— Work to complete —
Copy each line of the records that includes "linecap".

[[ Material for this task open ]]

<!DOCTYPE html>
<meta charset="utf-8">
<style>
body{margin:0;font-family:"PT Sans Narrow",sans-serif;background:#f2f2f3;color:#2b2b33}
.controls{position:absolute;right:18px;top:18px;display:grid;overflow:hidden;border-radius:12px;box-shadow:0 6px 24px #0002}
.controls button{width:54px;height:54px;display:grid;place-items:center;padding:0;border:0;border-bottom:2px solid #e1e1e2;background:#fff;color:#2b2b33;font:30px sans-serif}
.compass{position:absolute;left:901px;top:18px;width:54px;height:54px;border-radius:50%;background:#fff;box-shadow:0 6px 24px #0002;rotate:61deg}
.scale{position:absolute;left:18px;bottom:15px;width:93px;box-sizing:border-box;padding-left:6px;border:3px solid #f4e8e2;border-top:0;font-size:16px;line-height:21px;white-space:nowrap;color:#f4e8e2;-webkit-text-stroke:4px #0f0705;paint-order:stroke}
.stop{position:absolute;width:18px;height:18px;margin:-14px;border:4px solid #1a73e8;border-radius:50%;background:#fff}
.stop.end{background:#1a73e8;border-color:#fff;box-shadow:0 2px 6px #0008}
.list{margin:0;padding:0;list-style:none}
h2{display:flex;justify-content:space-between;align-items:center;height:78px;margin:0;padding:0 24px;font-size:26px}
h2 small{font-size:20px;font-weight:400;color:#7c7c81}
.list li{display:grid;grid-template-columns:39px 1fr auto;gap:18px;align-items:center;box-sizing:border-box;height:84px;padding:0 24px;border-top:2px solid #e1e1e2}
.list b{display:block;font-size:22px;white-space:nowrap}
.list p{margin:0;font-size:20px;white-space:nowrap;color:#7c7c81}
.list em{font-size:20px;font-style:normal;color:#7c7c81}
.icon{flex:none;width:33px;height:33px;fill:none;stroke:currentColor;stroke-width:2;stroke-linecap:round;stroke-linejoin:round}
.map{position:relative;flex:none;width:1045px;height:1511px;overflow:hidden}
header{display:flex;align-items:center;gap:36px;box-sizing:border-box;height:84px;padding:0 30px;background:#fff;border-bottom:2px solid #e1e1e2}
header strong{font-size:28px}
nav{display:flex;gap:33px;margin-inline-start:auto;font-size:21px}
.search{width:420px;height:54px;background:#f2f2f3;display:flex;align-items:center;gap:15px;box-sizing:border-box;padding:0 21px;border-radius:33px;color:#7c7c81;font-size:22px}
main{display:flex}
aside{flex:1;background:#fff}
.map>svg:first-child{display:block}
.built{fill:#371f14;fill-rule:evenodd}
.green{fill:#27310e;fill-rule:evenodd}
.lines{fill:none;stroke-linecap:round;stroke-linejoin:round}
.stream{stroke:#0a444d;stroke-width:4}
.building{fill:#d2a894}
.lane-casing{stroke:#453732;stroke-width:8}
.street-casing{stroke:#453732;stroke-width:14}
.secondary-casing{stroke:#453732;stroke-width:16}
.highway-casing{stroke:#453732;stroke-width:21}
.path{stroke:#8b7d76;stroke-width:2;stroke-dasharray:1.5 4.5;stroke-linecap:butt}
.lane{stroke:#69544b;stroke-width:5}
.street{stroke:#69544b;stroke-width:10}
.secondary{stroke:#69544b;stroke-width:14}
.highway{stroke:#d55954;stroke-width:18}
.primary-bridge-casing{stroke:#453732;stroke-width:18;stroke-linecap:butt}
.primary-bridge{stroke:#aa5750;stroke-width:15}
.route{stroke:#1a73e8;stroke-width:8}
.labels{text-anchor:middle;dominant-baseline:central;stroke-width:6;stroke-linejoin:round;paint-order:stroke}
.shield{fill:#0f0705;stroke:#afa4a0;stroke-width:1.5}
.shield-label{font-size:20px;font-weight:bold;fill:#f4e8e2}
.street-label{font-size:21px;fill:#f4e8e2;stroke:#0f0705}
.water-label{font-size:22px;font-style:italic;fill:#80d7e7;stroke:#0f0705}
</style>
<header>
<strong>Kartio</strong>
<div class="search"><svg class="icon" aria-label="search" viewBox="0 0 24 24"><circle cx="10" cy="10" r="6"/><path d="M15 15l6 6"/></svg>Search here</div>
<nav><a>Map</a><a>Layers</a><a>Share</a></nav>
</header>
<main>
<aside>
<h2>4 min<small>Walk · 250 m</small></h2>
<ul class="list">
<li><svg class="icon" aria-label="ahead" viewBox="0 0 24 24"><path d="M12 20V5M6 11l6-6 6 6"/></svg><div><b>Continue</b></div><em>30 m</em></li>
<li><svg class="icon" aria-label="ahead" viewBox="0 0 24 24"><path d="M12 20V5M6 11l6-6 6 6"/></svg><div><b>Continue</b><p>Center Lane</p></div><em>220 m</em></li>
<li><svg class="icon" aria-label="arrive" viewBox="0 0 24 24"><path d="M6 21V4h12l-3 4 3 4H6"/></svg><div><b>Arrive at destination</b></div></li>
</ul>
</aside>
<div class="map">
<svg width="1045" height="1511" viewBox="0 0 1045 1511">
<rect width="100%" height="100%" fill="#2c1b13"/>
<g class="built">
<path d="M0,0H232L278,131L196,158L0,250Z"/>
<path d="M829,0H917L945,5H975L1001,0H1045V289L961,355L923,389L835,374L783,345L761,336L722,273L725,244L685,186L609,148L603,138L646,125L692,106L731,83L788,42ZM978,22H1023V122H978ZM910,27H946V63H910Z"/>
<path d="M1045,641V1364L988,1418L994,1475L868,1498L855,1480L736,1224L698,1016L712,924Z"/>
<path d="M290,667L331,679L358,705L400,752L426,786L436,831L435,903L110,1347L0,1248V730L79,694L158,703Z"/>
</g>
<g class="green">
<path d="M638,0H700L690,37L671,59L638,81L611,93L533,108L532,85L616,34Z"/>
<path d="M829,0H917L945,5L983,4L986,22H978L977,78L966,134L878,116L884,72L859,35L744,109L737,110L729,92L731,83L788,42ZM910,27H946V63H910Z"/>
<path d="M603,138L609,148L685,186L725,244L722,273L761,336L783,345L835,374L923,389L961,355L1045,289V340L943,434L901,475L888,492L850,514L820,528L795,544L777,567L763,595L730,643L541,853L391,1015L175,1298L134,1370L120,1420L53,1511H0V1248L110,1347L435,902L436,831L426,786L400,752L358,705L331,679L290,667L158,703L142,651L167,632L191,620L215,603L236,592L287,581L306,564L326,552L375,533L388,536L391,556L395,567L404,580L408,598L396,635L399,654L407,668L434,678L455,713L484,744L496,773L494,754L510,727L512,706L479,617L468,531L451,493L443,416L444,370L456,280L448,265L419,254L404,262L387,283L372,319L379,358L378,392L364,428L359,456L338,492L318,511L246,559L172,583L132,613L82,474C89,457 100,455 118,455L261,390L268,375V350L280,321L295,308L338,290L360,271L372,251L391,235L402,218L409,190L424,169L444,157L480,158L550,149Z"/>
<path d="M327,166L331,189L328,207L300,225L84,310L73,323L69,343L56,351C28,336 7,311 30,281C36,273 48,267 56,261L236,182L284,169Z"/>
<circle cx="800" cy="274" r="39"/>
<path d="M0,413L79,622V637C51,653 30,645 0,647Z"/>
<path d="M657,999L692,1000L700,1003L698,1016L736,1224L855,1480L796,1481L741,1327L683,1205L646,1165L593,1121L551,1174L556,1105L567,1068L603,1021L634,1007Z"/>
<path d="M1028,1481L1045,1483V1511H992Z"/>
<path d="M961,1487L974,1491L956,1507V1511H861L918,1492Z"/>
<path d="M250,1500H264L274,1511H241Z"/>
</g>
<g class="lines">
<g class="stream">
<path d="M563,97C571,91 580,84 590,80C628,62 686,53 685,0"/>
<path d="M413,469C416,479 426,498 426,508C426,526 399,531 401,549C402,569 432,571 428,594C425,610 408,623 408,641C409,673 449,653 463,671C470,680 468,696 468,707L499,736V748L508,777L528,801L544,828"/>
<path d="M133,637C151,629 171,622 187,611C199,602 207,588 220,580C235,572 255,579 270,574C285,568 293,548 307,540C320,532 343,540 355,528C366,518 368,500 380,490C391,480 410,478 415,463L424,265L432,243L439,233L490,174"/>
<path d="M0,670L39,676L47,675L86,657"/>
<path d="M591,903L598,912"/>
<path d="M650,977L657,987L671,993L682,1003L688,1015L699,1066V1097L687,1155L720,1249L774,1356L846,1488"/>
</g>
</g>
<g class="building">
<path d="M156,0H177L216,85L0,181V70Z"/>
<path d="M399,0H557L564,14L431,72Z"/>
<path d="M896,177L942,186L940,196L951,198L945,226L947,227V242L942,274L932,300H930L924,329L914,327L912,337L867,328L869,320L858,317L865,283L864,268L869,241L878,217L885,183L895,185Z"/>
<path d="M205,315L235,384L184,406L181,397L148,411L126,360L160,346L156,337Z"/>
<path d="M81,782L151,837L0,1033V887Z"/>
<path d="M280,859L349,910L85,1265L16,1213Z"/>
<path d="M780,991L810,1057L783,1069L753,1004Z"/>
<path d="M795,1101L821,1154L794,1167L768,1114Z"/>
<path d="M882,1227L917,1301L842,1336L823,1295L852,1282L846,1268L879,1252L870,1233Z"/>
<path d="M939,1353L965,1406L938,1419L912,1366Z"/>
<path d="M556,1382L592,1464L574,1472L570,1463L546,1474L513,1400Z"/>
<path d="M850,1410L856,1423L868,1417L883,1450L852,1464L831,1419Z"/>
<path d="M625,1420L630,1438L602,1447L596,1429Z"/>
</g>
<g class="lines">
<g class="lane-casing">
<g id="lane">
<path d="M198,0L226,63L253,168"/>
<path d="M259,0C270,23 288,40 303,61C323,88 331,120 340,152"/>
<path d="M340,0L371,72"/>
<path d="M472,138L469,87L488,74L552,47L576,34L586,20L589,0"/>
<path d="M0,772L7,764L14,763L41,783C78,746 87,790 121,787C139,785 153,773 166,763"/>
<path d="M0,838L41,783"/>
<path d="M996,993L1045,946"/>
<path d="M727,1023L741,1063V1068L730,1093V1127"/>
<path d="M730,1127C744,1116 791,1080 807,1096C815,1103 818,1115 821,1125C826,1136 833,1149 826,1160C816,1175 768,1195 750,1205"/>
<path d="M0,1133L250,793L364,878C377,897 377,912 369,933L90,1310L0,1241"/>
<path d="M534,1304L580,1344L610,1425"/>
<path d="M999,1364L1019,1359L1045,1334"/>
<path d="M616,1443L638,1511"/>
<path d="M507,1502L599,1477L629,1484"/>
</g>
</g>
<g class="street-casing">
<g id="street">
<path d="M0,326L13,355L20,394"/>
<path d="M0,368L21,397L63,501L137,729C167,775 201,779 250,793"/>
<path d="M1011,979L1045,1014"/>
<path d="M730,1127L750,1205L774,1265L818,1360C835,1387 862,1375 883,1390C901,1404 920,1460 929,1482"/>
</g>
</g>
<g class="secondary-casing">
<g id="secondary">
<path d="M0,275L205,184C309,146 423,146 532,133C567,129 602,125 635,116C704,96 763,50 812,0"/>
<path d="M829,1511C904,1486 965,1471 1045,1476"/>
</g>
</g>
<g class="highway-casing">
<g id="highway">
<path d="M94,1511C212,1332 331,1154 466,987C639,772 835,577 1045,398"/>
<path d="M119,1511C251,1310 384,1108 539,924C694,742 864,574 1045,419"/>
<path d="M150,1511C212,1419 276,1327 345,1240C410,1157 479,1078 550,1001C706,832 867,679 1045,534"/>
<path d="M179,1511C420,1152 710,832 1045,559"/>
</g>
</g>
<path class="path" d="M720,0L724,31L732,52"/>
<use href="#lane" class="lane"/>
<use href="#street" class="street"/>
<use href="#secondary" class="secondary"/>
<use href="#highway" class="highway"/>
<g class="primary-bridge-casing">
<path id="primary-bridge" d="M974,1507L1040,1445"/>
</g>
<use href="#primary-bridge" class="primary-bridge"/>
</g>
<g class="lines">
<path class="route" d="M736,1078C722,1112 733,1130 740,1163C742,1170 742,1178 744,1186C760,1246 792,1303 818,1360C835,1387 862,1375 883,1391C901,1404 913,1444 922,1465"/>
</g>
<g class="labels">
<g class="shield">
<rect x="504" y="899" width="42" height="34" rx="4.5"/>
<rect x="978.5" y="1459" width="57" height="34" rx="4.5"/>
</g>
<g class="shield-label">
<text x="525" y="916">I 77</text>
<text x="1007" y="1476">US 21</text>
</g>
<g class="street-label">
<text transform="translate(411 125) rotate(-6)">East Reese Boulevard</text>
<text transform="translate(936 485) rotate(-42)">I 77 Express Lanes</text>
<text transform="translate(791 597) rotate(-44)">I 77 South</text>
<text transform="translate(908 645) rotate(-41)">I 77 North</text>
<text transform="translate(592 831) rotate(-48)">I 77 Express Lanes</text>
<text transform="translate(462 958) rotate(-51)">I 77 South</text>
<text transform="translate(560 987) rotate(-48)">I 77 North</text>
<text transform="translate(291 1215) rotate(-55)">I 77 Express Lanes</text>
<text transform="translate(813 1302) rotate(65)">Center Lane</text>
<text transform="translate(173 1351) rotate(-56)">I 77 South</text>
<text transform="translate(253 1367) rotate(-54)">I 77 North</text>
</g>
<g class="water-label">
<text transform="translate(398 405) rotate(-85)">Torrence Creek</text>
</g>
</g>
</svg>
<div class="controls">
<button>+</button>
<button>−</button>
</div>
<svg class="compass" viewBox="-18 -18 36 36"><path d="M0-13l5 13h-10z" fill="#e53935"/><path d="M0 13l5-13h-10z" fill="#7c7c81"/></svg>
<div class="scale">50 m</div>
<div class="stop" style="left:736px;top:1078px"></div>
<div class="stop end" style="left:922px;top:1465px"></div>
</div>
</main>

[[ Material for this task closed ]]

— Task answer —
.icon{flex:none;width:33px;height:33px;fill:none;stroke:currentColor;stroke-width:2;stroke-linecap:round;stroke-linejoin:round}
.lines{fill:none;stroke-linecap:round;stroke-linejoin:round}
.path{stroke:#8b7d76;stroke-width:2;stroke-dasharray:1.5 4.5;stroke-linecap:butt}
.primary-bridge-casing{stroke:#453732;stroke-width:18;stroke-linecap:butt}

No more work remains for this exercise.